* _Work instruction_
Pull out every line with the word "Summarize" from the entries below.

[Records from a data collection]
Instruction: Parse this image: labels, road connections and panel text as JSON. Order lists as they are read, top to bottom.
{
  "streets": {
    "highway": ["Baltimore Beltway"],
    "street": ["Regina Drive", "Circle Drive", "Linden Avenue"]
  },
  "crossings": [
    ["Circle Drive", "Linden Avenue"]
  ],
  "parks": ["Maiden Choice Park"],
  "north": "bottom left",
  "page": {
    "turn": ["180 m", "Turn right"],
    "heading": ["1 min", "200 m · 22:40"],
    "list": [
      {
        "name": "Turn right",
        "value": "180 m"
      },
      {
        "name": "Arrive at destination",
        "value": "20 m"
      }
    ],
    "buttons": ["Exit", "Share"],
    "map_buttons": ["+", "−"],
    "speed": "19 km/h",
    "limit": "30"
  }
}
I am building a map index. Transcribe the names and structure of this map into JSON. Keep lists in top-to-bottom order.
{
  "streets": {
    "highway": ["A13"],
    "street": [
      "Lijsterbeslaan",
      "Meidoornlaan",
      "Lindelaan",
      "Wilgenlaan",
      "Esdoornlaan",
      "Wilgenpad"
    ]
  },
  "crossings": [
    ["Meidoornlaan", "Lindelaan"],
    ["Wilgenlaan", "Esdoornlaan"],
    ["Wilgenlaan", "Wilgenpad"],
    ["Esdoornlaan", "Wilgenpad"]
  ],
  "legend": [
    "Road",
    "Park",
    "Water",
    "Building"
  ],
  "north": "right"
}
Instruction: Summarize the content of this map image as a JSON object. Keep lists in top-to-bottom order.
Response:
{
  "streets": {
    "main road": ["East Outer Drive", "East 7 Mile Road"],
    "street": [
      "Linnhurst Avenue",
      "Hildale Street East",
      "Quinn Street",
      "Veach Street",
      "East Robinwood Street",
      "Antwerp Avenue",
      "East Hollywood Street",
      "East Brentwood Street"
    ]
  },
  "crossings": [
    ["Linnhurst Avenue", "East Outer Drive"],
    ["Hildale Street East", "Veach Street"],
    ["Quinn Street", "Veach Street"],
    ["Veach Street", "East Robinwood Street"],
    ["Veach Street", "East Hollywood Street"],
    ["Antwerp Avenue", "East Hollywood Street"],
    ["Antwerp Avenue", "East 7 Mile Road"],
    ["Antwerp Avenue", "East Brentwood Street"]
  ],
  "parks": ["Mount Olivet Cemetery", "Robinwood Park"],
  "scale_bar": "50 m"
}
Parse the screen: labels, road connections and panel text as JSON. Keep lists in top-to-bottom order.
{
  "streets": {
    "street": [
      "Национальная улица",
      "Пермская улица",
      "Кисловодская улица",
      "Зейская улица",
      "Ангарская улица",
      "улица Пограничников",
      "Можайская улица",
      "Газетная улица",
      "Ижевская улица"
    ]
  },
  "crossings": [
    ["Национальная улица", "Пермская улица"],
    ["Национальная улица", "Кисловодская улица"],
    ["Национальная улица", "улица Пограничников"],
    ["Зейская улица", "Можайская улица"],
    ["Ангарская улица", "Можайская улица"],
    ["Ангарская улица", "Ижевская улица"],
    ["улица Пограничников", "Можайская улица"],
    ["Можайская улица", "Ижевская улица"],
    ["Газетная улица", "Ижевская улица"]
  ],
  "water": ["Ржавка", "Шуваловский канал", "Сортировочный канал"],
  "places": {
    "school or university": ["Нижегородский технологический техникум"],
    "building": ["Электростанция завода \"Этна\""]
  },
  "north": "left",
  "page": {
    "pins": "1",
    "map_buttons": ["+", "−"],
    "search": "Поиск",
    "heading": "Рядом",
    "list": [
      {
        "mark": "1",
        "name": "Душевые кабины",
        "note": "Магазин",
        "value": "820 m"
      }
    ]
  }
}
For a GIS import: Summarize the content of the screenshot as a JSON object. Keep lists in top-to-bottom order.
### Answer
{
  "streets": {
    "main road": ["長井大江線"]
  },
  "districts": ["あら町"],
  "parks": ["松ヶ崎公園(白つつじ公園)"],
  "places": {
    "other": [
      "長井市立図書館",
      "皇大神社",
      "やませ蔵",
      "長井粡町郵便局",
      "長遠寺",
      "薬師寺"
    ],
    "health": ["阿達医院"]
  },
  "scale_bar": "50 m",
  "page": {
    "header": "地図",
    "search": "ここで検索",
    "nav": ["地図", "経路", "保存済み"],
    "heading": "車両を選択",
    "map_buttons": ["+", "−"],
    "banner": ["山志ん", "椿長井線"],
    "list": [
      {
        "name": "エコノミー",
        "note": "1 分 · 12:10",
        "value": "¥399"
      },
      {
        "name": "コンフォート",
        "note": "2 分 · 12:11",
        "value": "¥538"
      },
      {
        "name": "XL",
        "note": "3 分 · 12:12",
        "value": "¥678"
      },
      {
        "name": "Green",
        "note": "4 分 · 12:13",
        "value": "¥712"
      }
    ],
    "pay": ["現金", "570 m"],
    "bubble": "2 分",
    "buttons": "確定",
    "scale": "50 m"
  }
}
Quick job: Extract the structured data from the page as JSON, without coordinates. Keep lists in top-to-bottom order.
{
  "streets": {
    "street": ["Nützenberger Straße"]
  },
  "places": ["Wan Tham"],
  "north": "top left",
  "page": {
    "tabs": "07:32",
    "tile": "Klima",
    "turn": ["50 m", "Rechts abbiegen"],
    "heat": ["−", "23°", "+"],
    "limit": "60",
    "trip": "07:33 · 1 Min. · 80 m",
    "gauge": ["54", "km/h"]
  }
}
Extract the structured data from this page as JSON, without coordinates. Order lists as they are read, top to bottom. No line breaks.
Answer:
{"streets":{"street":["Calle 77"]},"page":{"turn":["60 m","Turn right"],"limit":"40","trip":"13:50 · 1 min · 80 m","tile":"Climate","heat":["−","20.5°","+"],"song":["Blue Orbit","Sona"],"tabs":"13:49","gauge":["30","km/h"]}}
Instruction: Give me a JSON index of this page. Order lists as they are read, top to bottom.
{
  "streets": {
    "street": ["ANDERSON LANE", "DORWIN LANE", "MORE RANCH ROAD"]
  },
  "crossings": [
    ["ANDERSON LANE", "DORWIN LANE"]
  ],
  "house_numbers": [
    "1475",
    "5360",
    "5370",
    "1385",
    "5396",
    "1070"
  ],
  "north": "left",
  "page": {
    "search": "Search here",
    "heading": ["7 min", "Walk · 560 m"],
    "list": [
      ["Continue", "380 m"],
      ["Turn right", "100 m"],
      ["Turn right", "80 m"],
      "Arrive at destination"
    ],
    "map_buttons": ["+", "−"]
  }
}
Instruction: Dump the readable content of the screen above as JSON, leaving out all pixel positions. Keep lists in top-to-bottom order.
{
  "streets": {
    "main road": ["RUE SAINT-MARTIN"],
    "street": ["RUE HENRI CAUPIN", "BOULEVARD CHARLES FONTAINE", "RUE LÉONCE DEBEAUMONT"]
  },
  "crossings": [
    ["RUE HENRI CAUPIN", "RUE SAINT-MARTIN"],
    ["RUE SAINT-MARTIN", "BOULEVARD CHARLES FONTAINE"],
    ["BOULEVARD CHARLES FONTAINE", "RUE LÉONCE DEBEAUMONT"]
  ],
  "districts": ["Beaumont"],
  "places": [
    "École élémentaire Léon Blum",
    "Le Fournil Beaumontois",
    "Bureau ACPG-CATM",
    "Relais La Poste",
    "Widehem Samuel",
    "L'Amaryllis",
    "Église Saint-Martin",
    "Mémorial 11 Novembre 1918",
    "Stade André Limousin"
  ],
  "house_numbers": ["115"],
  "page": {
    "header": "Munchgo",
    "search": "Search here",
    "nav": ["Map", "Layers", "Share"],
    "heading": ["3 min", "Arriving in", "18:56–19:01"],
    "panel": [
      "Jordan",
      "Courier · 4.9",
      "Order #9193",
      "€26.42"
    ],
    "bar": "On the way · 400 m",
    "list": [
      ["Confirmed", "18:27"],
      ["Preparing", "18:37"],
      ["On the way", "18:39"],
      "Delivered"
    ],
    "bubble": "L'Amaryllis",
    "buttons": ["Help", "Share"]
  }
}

* _Exercise answer_
Instruction: Summarize the content of this map image as a JSON object. Keep lists in top-to-bottom order.
For a GIS import: Summarize the content of the screenshot as a JSON object. Keep lists in top-to-bottom order.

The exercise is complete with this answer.